We have landed somewhere at the edge of the continental United States to experience a high-end, very mediated encounter with nature at a place called the Resort at Paws Up, 40 minutes from Missoula. In the adventuring industry, E. and I are what are called Soft Adventurers. Literally, we are soft. We don’t exercise more than necessary to remain alive. We both failed the President’s Council on Physical Fitness test under the Reagan administration, an exam which included five difficult activities such as the one-mile run, the right-angle push-up, and the partial curl-up (not partial enough). In a mirror image of the president’s fitness test, we have decided to submit ourselves to five winter activities that we would never imagine doing without a professional staff of coddlers: the lunatic sport of snowmobiling, the debilitating art of snowshoeing, riding on top of a horse, shooting things with a gun, standing ass-deep in a frozen river waiting for the trout to bite. All this will be done underneath Montana’s famously big sky, to the accompaniment of excellent food, a Tolstoy-size wine list, and every creature comfort the Soft Adventurer needs to feel loved in the face of nature’s cruel indifference. Even E.’s dog, Bill, a feisty Jack Russell terrier with no sense of limits, has come to submit himself to an intensive doggie massage at the hands of a professional.
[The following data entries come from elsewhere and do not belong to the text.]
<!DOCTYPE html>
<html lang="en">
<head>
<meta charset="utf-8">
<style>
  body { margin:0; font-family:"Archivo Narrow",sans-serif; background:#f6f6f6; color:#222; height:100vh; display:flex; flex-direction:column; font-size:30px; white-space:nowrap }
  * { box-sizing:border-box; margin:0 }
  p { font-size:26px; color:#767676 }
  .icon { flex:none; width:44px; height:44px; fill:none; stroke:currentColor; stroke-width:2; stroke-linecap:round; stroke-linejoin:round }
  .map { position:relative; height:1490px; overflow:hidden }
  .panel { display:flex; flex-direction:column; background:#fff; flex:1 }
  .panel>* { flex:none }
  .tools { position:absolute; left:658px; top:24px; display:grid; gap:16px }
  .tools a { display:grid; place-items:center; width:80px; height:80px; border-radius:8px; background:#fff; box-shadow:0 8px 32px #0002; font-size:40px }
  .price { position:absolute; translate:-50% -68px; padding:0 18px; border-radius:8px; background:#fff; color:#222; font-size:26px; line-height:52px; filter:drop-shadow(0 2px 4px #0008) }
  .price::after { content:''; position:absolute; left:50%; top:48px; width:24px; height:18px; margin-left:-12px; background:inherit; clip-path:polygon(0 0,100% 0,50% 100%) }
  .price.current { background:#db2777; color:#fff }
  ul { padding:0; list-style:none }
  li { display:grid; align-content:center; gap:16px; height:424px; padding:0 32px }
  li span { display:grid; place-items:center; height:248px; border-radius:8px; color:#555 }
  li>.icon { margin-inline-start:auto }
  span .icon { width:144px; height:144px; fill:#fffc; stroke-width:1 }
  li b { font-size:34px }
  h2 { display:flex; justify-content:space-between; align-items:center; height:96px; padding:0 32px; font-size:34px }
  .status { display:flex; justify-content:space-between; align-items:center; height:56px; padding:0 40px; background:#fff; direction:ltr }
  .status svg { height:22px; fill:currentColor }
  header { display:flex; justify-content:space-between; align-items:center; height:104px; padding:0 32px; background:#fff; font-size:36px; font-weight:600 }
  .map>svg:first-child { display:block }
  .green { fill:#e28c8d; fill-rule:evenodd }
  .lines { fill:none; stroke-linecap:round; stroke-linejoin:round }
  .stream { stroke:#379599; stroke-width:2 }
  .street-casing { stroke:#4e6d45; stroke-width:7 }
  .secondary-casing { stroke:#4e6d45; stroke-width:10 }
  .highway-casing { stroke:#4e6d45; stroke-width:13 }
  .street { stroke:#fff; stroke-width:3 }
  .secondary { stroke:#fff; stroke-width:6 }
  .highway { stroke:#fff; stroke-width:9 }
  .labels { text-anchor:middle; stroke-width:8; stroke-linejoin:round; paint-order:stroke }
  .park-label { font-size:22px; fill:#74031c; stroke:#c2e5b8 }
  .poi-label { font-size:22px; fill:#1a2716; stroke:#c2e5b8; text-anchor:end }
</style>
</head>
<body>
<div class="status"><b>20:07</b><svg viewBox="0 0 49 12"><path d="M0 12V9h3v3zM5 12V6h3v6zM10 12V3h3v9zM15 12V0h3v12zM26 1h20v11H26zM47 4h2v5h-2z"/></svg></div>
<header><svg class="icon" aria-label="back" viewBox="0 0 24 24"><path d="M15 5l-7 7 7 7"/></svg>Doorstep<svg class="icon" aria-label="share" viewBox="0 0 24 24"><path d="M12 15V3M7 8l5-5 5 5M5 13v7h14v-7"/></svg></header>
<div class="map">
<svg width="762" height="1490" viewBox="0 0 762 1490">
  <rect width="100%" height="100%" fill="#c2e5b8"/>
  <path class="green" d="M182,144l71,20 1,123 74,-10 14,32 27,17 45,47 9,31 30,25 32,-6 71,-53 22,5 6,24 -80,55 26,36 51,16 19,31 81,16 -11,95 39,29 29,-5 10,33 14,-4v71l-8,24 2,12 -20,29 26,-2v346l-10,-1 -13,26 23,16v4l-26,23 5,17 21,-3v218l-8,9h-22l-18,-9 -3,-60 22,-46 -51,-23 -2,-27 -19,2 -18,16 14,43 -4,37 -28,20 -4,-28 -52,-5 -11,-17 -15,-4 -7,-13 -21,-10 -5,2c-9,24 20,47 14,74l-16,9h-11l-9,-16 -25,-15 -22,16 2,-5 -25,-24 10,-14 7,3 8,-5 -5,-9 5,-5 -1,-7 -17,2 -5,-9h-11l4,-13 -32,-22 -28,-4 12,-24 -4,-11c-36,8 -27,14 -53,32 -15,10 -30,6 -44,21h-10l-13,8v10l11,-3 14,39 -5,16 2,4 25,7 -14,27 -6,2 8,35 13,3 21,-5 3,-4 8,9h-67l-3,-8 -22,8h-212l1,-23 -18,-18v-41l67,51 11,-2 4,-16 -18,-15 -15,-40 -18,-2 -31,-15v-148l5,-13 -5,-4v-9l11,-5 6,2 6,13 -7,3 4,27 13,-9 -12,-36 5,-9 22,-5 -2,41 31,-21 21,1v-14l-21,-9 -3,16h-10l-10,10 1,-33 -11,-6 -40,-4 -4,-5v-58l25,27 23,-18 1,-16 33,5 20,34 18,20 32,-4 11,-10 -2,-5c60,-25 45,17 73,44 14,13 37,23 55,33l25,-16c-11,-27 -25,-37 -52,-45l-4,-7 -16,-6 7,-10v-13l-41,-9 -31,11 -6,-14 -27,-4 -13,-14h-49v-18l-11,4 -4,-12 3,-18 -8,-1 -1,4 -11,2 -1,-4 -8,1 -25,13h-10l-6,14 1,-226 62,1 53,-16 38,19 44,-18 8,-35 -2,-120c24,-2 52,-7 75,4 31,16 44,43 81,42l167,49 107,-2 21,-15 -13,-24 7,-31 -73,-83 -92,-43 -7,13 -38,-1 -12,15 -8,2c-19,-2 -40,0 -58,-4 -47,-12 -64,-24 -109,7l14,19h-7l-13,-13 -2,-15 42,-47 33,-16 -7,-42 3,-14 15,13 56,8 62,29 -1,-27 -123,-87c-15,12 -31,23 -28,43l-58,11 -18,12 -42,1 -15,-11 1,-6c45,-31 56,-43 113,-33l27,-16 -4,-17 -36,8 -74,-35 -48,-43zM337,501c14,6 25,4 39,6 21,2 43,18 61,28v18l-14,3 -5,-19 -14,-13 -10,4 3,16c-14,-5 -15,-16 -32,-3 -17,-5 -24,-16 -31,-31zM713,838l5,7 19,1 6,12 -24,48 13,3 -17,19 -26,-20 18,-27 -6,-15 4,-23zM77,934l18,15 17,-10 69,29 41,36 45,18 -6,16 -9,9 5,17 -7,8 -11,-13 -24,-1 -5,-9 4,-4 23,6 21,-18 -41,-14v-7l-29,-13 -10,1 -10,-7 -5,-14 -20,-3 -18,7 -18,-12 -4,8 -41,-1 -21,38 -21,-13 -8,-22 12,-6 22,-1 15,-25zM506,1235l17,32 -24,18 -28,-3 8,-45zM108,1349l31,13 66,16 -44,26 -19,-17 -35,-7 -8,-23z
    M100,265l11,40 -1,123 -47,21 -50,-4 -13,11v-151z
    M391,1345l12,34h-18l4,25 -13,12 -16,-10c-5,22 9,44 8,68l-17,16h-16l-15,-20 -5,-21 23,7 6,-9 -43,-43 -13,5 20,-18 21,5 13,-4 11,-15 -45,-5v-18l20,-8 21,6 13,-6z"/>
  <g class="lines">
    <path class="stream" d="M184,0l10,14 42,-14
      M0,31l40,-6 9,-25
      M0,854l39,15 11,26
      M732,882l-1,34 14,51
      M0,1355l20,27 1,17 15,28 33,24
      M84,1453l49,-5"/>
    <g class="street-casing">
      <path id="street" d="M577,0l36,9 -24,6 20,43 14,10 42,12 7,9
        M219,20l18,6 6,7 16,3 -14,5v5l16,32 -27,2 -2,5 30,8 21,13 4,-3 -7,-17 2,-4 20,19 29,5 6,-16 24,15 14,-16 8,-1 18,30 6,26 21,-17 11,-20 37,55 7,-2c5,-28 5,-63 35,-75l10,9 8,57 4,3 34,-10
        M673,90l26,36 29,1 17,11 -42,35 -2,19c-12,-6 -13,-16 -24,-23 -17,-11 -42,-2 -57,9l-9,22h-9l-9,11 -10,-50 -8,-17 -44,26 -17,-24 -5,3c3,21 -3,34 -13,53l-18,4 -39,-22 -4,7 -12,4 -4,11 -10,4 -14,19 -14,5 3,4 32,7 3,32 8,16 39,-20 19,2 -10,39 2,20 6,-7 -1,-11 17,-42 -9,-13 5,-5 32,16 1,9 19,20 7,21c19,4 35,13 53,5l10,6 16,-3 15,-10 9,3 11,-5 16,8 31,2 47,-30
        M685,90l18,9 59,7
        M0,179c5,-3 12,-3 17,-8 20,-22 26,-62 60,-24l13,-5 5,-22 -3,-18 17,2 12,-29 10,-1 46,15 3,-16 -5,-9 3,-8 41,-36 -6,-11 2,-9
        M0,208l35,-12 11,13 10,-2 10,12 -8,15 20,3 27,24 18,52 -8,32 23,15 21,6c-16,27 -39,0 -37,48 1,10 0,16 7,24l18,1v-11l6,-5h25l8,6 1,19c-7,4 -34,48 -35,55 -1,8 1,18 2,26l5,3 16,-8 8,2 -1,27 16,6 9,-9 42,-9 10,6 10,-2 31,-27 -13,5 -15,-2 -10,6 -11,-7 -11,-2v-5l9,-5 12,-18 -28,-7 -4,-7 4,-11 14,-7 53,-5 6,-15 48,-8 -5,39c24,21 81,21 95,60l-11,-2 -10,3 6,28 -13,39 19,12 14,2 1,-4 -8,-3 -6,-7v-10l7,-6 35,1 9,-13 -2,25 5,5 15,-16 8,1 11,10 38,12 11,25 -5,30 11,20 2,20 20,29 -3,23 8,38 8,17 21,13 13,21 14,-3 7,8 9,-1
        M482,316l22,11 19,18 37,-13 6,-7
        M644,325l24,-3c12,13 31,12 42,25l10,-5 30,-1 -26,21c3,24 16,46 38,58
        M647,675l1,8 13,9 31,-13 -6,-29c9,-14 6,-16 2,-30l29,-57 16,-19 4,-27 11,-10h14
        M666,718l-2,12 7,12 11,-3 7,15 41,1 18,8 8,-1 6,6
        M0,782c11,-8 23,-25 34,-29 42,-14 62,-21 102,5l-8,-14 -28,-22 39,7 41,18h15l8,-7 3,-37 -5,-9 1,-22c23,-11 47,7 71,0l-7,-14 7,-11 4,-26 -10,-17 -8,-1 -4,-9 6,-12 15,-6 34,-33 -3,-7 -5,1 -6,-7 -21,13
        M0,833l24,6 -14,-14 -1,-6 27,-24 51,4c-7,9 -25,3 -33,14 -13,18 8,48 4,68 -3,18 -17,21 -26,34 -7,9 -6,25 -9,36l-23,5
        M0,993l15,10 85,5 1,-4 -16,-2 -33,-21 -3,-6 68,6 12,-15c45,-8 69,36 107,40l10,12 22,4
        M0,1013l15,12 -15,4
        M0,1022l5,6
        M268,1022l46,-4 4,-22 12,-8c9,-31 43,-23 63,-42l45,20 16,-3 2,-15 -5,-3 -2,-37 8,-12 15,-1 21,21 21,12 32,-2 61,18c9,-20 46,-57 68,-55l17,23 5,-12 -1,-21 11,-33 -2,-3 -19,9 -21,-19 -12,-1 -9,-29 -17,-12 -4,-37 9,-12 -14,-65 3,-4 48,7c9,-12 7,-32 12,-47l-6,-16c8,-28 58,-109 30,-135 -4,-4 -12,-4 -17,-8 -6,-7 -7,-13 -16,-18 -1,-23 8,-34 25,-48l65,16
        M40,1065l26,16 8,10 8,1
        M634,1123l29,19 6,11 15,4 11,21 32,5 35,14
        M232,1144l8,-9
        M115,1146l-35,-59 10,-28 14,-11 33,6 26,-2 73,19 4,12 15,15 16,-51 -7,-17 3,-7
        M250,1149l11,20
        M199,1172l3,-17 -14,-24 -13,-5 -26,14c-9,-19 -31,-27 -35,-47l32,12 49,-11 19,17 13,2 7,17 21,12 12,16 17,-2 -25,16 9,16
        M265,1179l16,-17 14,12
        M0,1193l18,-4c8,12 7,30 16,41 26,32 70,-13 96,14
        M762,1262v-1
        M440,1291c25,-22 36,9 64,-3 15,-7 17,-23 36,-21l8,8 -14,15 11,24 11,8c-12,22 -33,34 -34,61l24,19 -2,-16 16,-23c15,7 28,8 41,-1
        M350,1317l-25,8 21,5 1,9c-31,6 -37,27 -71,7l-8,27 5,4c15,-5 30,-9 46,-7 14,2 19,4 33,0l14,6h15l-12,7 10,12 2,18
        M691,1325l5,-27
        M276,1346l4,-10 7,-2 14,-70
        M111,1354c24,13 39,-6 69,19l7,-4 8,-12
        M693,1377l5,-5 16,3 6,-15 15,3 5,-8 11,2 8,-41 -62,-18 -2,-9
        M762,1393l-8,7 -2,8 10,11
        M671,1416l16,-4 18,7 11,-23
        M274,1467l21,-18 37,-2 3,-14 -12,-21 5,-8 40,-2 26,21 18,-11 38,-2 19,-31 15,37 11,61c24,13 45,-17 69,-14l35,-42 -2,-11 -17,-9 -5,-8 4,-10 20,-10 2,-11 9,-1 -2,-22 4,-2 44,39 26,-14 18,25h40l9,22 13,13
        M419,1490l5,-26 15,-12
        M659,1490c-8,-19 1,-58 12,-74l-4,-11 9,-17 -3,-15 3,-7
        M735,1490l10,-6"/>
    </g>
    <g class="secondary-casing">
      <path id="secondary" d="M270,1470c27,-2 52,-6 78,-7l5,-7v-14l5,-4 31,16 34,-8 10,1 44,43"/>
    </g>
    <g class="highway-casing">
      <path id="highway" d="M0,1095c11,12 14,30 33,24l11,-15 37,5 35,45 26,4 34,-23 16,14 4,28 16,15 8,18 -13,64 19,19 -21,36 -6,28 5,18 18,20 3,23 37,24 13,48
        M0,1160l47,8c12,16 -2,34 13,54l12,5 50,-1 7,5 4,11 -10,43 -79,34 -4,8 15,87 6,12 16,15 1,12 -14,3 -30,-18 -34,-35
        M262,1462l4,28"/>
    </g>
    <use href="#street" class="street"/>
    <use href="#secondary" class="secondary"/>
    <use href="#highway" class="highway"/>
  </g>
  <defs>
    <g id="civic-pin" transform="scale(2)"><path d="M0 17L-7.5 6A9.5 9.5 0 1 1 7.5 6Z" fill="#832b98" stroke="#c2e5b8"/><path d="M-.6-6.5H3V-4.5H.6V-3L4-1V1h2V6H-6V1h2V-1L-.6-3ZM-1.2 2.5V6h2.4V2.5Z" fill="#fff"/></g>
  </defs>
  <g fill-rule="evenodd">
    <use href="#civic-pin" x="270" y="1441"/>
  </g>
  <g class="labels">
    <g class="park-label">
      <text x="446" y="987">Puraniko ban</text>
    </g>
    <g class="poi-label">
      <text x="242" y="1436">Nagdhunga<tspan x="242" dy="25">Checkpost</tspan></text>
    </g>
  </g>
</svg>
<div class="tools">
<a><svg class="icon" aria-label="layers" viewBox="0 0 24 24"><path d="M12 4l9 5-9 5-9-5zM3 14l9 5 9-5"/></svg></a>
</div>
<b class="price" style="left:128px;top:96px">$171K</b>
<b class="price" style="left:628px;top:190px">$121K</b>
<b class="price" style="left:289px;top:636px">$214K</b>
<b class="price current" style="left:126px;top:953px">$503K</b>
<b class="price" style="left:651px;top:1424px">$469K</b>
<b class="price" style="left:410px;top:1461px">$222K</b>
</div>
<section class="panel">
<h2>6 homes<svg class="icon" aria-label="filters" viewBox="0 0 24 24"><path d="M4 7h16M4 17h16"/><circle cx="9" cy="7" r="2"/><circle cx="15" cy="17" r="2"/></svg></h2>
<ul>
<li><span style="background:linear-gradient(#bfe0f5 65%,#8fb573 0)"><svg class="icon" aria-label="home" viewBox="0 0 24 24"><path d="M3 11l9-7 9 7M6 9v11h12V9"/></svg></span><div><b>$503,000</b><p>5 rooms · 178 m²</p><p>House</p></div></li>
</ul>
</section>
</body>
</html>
Yawning from the endless plane ride, we pull up to a Paws Up Big Timber cabin, a nearly 1,500-square-foot spread towering over four private acres of land. The houses are named after fly-fishing flies—the Frog Knobbler, Glimmer Stone, the Bunyan Bug, and our very own Pan Fish Popper, with the hot tub gurgling away on the front porch. Inside, the décor is Ponderosa modern: from the photos of cowboys learning the ropes to the cowhide rugs, couches big enough to seat the cast of Bonanza, and the Last Best Bed™ (more on the constant trademarking later), which, like an SUV, can be reached with the aid of a stepladder. Lurking amid this Brobdingnagian setup is a kind of induced homeliness. Nothing has been spared—from the satellite TV to the heated floors in the bathroom to the all-important Wi-Fi signal, which I try to catch with my temperamental iPhone. In advance of tomorrow’s snowmobiling adventure, I read the “Wisconsin Snowmobiles Fatality Summary—2007/2008 Season” and several online articles such as “Why Are There So Many Michigan Snowmobile Fatalities?” (yes, pray tell, why?) and “Montana Avalanche Victim Survives an 8-Hour Burial.” Throughout the night, I can hear E. quaking and mumbling next to me as she dreams about flying off a mountain. Outside, the deathly darkness of a rural night; inside, two figures twisting and turning across their monstrous, hovering bed with its 300-thread-count linens and badger-size pillows. Only Bill the Dog will know the sleep of the righteous.